Sabia que você poderá valer-se da transposição do sistema financeiro imobiliário (SFI), para o sistema financeiro habitacional (SFH), a fim de utilizar o crédito fundiário (FGTS), com o escopo de amortizar e/ou quitar o financiamento imobiliário contraído anteriormente?

Existem três opções que permitem o uso dos recursos do FGTS no contrato dentro do SFH: (i) na aquisição ou construção de imóvel residencial urbano; (ii) na amortização ou quitação/liquidação do saldo devedor do financiamento; e (iii) no pagamento de parte do valor das prestações do financiamento.

A utilização dos recursos da conta do FGTS segue as regras definidas pelo Conselho Curador do FGTS, comuns para todos os agentes financeiros que trabalham com o crédito imobiliário.

Pois bem, ocorre que uma das regras definidas pelo Conselho refere-se ao limite do valor relativo ao imóvel a ser financiado pelo sistema financeiro habitacional (SFH) e, via de consequência, utilizar o crédito do FGTS. Tal valor sofreu diversas alterações ao longo dos anos, a saber: (i) no ano de 2014, o imóvel não poderia ultrapassar o valor de R$ 750.000,00 (setecentos e cinquenta mil reais); (ii) já em 2016, foi majorado para R$ 950.000,00 (novecentos e cinquenta mil reais); e, atualmente, o teto estabelecido encontra-se no importe de R$ 1.500.000,00 (um milhão e quinhentos mil reais).
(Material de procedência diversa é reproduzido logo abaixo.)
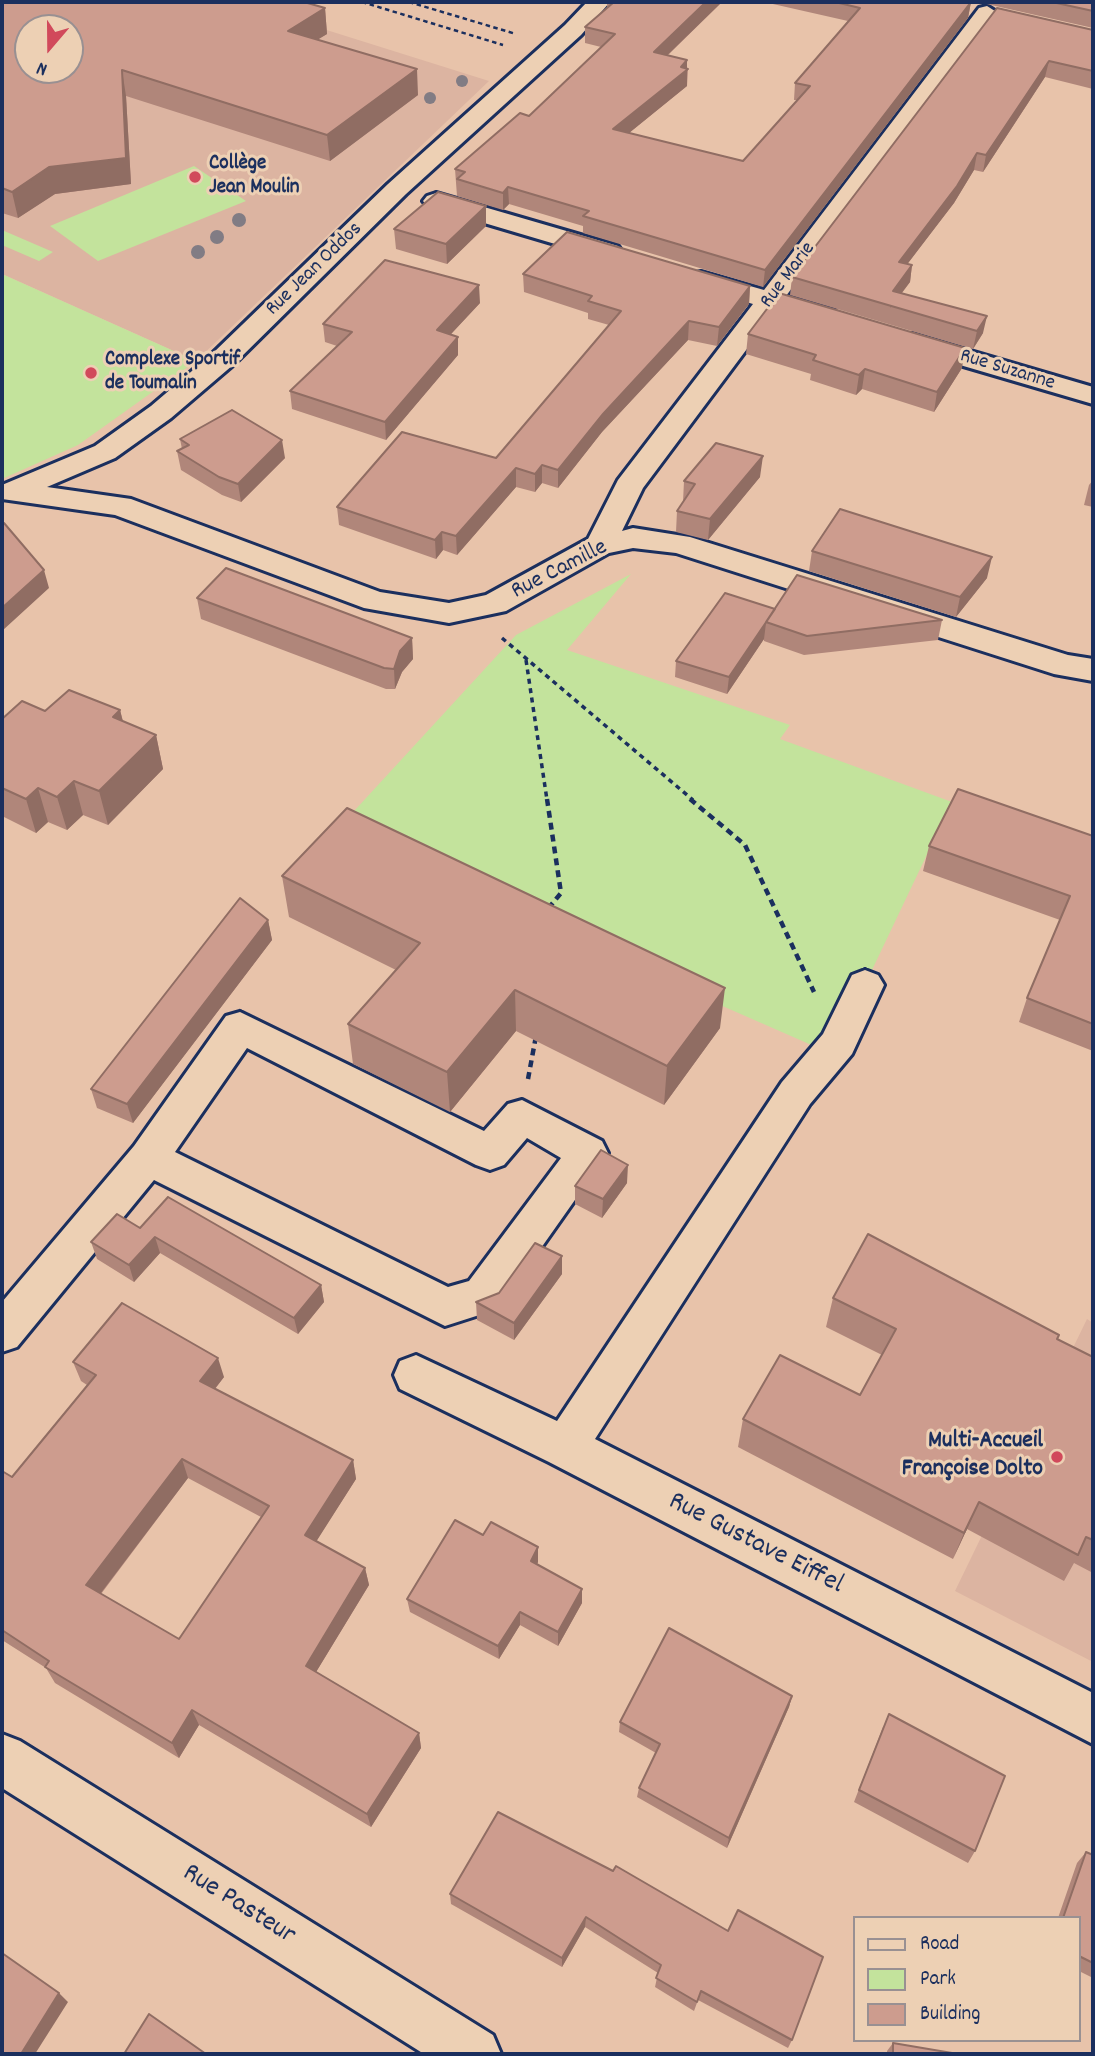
<!DOCTYPE html>
<meta charset="utf-8">
<style>
body{margin:0}
#map{position:relative;width:1095px;height:2056px;overflow:hidden;background:#e8c3aa;font-family:Dekko,sans-serif}
canvas{display:block}
.frame{position:absolute;inset:0;border:4px solid #1b2f5e;pointer-events:none}
.legend{position:absolute;left:853px;top:1916px;width:228px;height:126px;box-sizing:border-box;background:#edd0b4;border:2px solid #999092;margin:0;padding:9px 12px;list-style:none;font-size:21px;color:#1b2f5e}
.legend li{display:flex;align-items:center;gap:14px;height:35px}
.legend b{width:35px;border:2px solid #999092}
.north{position:absolute;left:14px;top:14px;width:70px;height:70px;box-sizing:border-box;background:#edd0b4;border:2px solid #999092;border-radius:50%;rotate:200deg;font-size:19px;font-weight:700;line-height:28px;text-align:center;color:#1b2f5e}
.north::after{content:'';display:block;margin:auto;width:24px;height:32px;background:#d1495b;clip-path:polygon(50% 0,100% 100%,50% 72%,0 100%)}
</style>
<div id="map">
<canvas width="1095" height="2056"></canvas>
<div class="frame"></div>
<ul class="legend">
<li><b style="height:9px;background:#edd0b4"></b>Road</li>
<li><b style="height:19px;background:#c3e39c"></b>Park</li>
<li><b style="height:19px;background:#cd9c8e"></b>Building</li>
</ul>
<div class="north">N</div>
</div>
<script>
const ctx = document.querySelector('canvas').getContext('2d');
ctx.lineJoin = 'round';
function paint(path, color) { ctx.fillStyle = color; ctx.fill(path, 'evenodd'); }
const poly = rows => new Path2D(rows.map(r => 'M' + r).join(''));
function trace(path, color, width, dash) { ctx.strokeStyle = color; ctx.lineWidth = width; ctx.lineCap = dash ? 'butt' : 'round'; ctx.setLineDash(dash || []); ctx.stroke(path); }
function write(font, color, halo, rows, align = 'center') {
  ctx.font = font + ' Dekko,sans-serif'; ctx.lineWidth = 6; ctx.setLineDash([]); ctx.textBaseline = 'middle'; ctx.strokeStyle = halo; ctx.fillStyle = color; for (const [text, x, y, turn = 0] of rows) {
    ctx.save(); ctx.translate(x, y); ctx.rotate((+turn || 0) * Math.PI / 180); ctx.textAlign = isNaN(turn) ? turn : align; if (halo) ctx.strokeText(text, 0, 0); ctx.fillText(text, 0, 0); ctx.restore();
  }
}
const built = poly([
 [2,2,247,5,489,81,196,361,2,274],
 [28,28,70,28,70,70,28,70],
 [1087,1319,1093,1323,1093,1662,955,1591]
]);
const green = poly([
 [194,166,246,201,98,261,50,226],
 [2,231,2,230,53,252,39,261,2,245],
 [2,274,196,361,78,445,2,479],
 [631,574,567,650,790,725,780,739,952,802,832,1054,332,835,516,635]
]);
const pathFar2 = poly([
 [362,2,503,45],
 [409,2,516,34]
]);
const pathFar1 = poly([
 [502,638,693,800],
 [526,660,547,800]
]);
const path = poly([
 [547,799,561,893,547,910],
 [690,799,745,845,814,992],
 [528,1079,536,1036]
]);
const minor = poly([
 [587,2,610,2,581,35,406,194,233,365,171,418,115,458,47,487,131,499,380,592,449,603,486,595,588,539,618,480,753,304,692,286,688,280,692,274,701,272,764,290,979,8,987,6,998,13,786,296,834,310,838,316,834,322,824,324,776,310,643,488,622,531,633,528,690,537,1068,655,1093,659,1093,681,1054,674,676,553,633,548,609,553,506,611,449,623,364,608,115,515,2,499,2,485,95,446,151,406,213,353,388,184,565,25,587,2],
 [436,193,618,246,622,252,618,258,609,260,427,206,423,201,427,196,436,193],
 [912,334,1093,387,1093,404,902,348,898,342,902,336,912,334],
 [865,970,878,975,884,985,852,1054,810,1104,595,1439,1093,1693,1093,1744,549,1462,400,1389,394,1375,400,1361,416,1355,557,1421,782,1082,823,1034,852,975,865,970],
 [240,1012,484,1131,508,1104,522,1100,602,1141,608,1153,498,1309,445,1326,154,1180,17,1347,2,1352,2,1302,134,1146,226,1016,240,1012],
 [247,1048,476,1165,490,1170,504,1165,527,1138,561,1158,469,1281,448,1287,175,1152,247,1048],
 [2,1734,20,1741,493,2035,501,2054,424,2054,2,1788,2,1734]
]);
const trees = [
 [462,81,6],
 [430,98,6],
 [239,220,7],
 [217,237,7],
 [198,252,7]
];
const wall = poly([
 [2,2,325,8,327,34,318,39,418,95,330,161,126,96,131,184,55,194,18,218,2,213],
 [607,2,722,2,667,56,688,69,687,86,629,133,743,161,797,100,794,100,795,83,848,21,764,2,971,2,968,18,763,287,583,233,583,226,509,204,503,210,457,196,455,169,529,116,601,47,585,43,585,27,607,8],
 [978,2,1093,2,1093,28],
 [997,8,1093,30,1093,89,1045,77,983,172,974,170,954,203,907,264,912,265,910,282,902,293,983,333,973,349,790,295,792,277],
 [486,206,486,226,447,264,396,249,394,229],
 [523,274,750,286,749,304,717,346,688,340,602,432,558,488,542,483,535,492,516,487,457,555,443,550,436,559,339,525,337,507,496,458,609,325,588,319,588,313,524,292],
 [480,303,450,335,458,337,458,355,386,440,292,409,290,391,337,346,325,342,323,324],
 [748,334,962,368,934,412,862,389,856,395,810,380,811,374,746,354],
 [180,439,285,458,241,502,222,495,181,470,177,451,182,449],
 [760,477,708,540,676,532,677,511,683,502,684,481],
 [1093,480,1093,507,1084,505,1089,485],
 [812,551,987,578,956,617,809,571],
 [197,598,412,638,413,659,402,672,395,689,386,689,201,619],
 [775,609,942,620,938,640,804,655,764,641,764,639,727,694,675,677,676,661],
 [120,710,123,721,156,735,163,769,108,825,83,815,67,830,48,822,36,833,2,816,2,719,45,711],
 [1093,836,1093,1051,1019,1022,1027,998,1060,920,923,871,929,846],
 [282,876,720,1028,664,1105,516,1031,450,1112,353,1064,348,1024,396,970,289,917],
 [268,920,272,940,133,1123,97,1108,91,1089],
 [627,1183,602,1218,575,1204,575,1186],
 [140,1228,321,1285,324,1302,298,1334,160,1253,134,1282,97,1259,91,1242],
 [562,1256,562,1274,514,1340,477,1320,476,1302,499,1293],
 [833,1298,1057,1339,1093,1357,1093,1573,1074,1563,1064,1581,967,1529,953,1559,738,1447,743,1419,860,1395,882,1355,826,1327],
 [73,1362,224,1377,215,1389,353,1460,356,1479,316,1541,365,1568,369,1585,316,1672,419,1733,421,1748,371,1827,199,1725,179,1758,55,1683,46,1668,2,1640,2,1471,12,1477,87,1385,81,1381],
 [188,1478,261,1517,179,1639,101,1594],
 [483,1535,538,1547,538,1562,537,1565,582,1603,558,1646,520,1625,499,1659,410,1612,407,1599],
 [792,1696,789,1707,727,1848,637,1797,639,1788,656,1753,619,1732,620,1722],
 [883,1727,975,1851,968,1863,854,1802],
 [498,1812,792,2040,788,2048,698,2000,694,2011,655,1987,658,1973,585,1927,562,1967,451,1904,450,1894],
 [1086,1852,1093,1855,1093,1978,1079,1971,1079,1918,1058,1918,1077,1863],
 [893,2043,958,2054,887,2054,887,2051]
]);
const shadedWall = poly([
 [706,2,722,2,653,69,654,52],
 [971,2,968,18,763,287,765,270],
 [325,8,327,34,291,56,288,31],
 [687,60,687,86,613,146,613,129],
 [1049,61,1045,77,983,172,986,155],
 [417,69,418,95,330,161,327,135],
 [122,70,126,96,131,184,55,194,18,218,12,192,49,167],
 [977,153,974,170,954,203,896,279,899,262],
 [508,187,509,204,503,210,503,193],
 [486,206,486,226,447,264,446,244],
 [912,265,910,282,890,308,893,291],
 [479,285,480,303,438,348,437,330],
 [750,286,749,304,717,346,719,327],
 [987,316,983,333,973,349,977,331],
 [689,321,688,340,602,432,558,488,558,470,603,414],
 [458,337,458,355,386,440,385,422],
 [965,348,962,368,934,412,937,392],
 [865,369,862,389,856,395,859,375],
 [282,440,285,458,241,502,238,484],
 [763,456,760,477,708,540,710,519],
 [542,465,542,483,535,492,535,474],
 [516,468,516,487,457,555,456,536],
 [442,532,443,550,436,559,435,540],
 [992,557,987,578,956,617,960,597],
 [44,570,49,588,2,631,2,608],
 [766,623,764,639,727,694,729,677],
 [412,638,413,659,402,672,395,689,394,669,400,651],
 [120,710,128,743,113,717],
 [156,735,163,769,108,825,99,791],
 [74,781,83,815,67,830,57,797],
 [38,788,48,822,36,833,26,799],
 [268,920,272,940,133,1123,127,1104],
 [725,988,720,1028,664,1105,667,1066],
 [515,990,516,1031,450,1112,447,1072],
 [628,1165,627,1183,602,1218,603,1199],
 [155,1237,160,1253,134,1282,129,1265],
 [562,1256,562,1274,514,1340,514,1323],
 [321,1285,324,1302,298,1334,294,1318],
 [218,1358,224,1377,206,1400,200,1381],
 [182,1459,188,1478,94,1602,86,1585],
 [353,1460,356,1479,309,1553,305,1535],
 [979,1502,967,1529,953,1559,964,1533],
 [538,1547,538,1562,531,1575,531,1561],
 [365,1568,369,1585,310,1682,306,1666],
 [582,1589,582,1603,558,1646,558,1632],
 [520,1612,520,1625,499,1659,498,1646],
 [792,1696,789,1707,727,1848,729,1838],
 [192,1710,199,1725,179,1758,172,1743],
 [419,1733,421,1748,371,1827,367,1814],
 [586,1917,585,1927,562,1967,562,1958],
 [59,1993,68,2002,35,2054,21,2054]
]);
const building = poly([
 [2,2,304,2,325,8,288,31,417,69,327,135,122,70,126,158,49,167,12,192,2,188,2,2],
 [28,28,70,28,70,70,28,70,28,28],
 [614,2,706,2,654,52,687,60,681,67,688,69,613,129,743,161,810,86,795,83,860,8,835,2,971,2,765,270,583,216,589,211,508,187,503,193,457,179,465,172,455,169,520,113,529,116,615,34,585,27,614,2],
 [1052,2,1093,2,1093,11,1052,2],
 [997,8,1093,30,1093,71,1049,61,986,155,977,153,957,186,899,262,912,265,893,291,987,316,977,331,792,277,997,8],
 [438,192,486,206,446,244,394,229,438,192],
 [567,232,750,286,719,327,689,321,603,414,558,470,542,465,535,474,516,468,456,536,442,532,435,540,337,507,402,432,496,458,621,311,588,301,592,296,523,274,567,232],
 [385,260,479,285,437,330,458,337,385,422,290,391,352,332,323,324,385,260],
 [779,293,965,348,937,392,865,369,859,375,813,360,816,355,748,334,779,293],
 [232,410,282,440,238,484,219,477,177,451,189,445,180,439,232,410],
 [716,443,763,456,710,519,677,511,695,484,684,481,716,443],
 [840,509,992,557,960,597,812,551,840,509],
 [4,523,44,570,2,608,2,524,4,523],
 [226,568,412,638,400,651,394,669,384,668,197,598,226,568],
 [797,575,942,620,807,636,766,622,797,575],
 [725,593,775,609,729,677,676,661,725,593],
 [69,690,120,710,113,717,156,735,99,791,74,781,57,797,38,788,26,799,2,788,2,719,22,701,45,711,69,690],
 [958,789,1093,836,1093,1024,1027,998,1070,896,929,846,958,789],
 [347,808,725,988,667,1066,515,990,447,1072,348,1024,420,943,282,876,347,808],
 [240,898,268,920,127,1104,91,1089,240,898],
 [601,1150,628,1165,603,1199,575,1186,601,1150],
 [168,1197,321,1285,294,1318,155,1237,129,1265,91,1242,117,1214,140,1228,168,1197],
 [868,1234,1059,1335,1057,1339,1093,1357,1093,1540,1086,1537,1078,1555,979,1502,964,1533,743,1419,780,1355,860,1395,896,1329,833,1298,868,1234],
 [535,1243,562,1256,514,1323,476,1302,499,1293,535,1243],
 [122,1303,218,1358,200,1381,353,1460,305,1535,365,1568,306,1666,419,1733,367,1814,192,1710,172,1743,45,1667,49,1661,2,1630,2,1471,12,1477,96,1375,73,1362,122,1303],
 [182,1459,269,1506,179,1639,86,1585,182,1459],
 [455,1520,483,1535,491,1522,538,1547,531,1561,582,1589,558,1632,520,1612,498,1646,407,1599,455,1520],
 [669,1628,792,1696,729,1838,639,1788,660,1744,620,1722,669,1628],
 [889,1714,1005,1776,975,1851,859,1790,889,1714],
 [498,1812,613,1871,616,1866,728,1931,738,1910,823,1957,792,2040,701,1991,697,2002,656,1978,661,1965,586,1917,562,1958,450,1894,498,1812],
 [1086,1852,1093,1855,1093,1963,1079,1956,1079,1918,1063,1918,1086,1852],
 [2,1953,59,1993,21,2054,2,2054,2,1953],
 [149,2014,206,2054,124,2054,149,2014],
 [893,2043,958,2054,893,2054,893,2043]
]);
const markers = [
 [195,177,7,"#d1495b"],
 [91,373,7,"#d1495b"],
 [1057,1457,7,"#d1495b"]
];
const farPoinames = [
 ["Collège",209,165],
 ["Jean Moulin",209,189],
 ["Complexe Sportif",105,361],
 ["de Toumalin",105,385]
];
const farStreetnames = [
 ["Rue Jean Oddos",315,270,-44],
 ["Rue Marie",789,276,-53],
 ["Rue Suzanne",1007,371,17]
];
const streetNames = [
 ["Rue Camille",560,571,-27]
];
const poiNames = [
 ["Multi-Accueil",1043,1443],
 ["Françoise Dolto",1043,1471]
];
const nearStreetnames = [
 ["Rue Gustave Eiffel",755,1545,27],
 ["Rue Pasteur",238,1906,32]
];
paint(built, '#dcb4a1');
paint(green, '#c3e39c');
trace(minor, '#1b2f5e', 6);
trace(pathFar2, '#1b2f5e', 2.5, [4.5, 3.5]);
trace(pathFar1, '#1b2f5e', 3.5, [5, 4.5]);
trace(path, '#1b2f5e', 4.5, [7, 5]);
paint(minor, '#edd0b4');
ctx.fillStyle = '#817c84';
for (const [x, y, r] of trees) { ctx.beginPath(); ctx.arc(x, y, r, 0, 2 * Math.PI); ctx.fill(); }
paint(wall, '#b0867a');
paint(shadedWall, '#906d63');
paint(building, '#cd9c8e');
trace(building, '#906d63', 2);
for (const [x, y, r, color] of markers) { const dot = new Path2D(); dot.arc(x, y, r, 0, 2 * Math.PI); ctx.fillStyle = color; ctx.fill(dot); trace(dot, '#edd0b4', 2.5); }
write('bold 21px', '#1b2f5e', '#edd0b4', farPoinames, 'left');
write('21px', '#1b2f5e', '#edd0b4', farStreetnames);
write('24px', '#1b2f5e', '#edd0b4', streetNames);
write('bold 24px', '#1b2f5e', '#edd0b4', poiNames, 'right');
write('28px', '#1b2f5e', '#edd0b4', nearStreetnames);
</script>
Logo, se você contraiu o financiamento imobiliário pelo sistema SFI, não utilizando o crédito relativo ao FGTS, em razão da avaliação mercadológica do bem superar o teto estabelecido à época da formalização do financiamento, saiba que o Judiciário, através de ação judicial, concede o direito à transposição do contrato regido pelo sistema financeiro imobiliário (SFI), para o sistema financeiro habitacional (SFH), visando, portanto, amortizar e/ou quitar o empréstimo imobiliário através do saldo existente na conta do FGTS.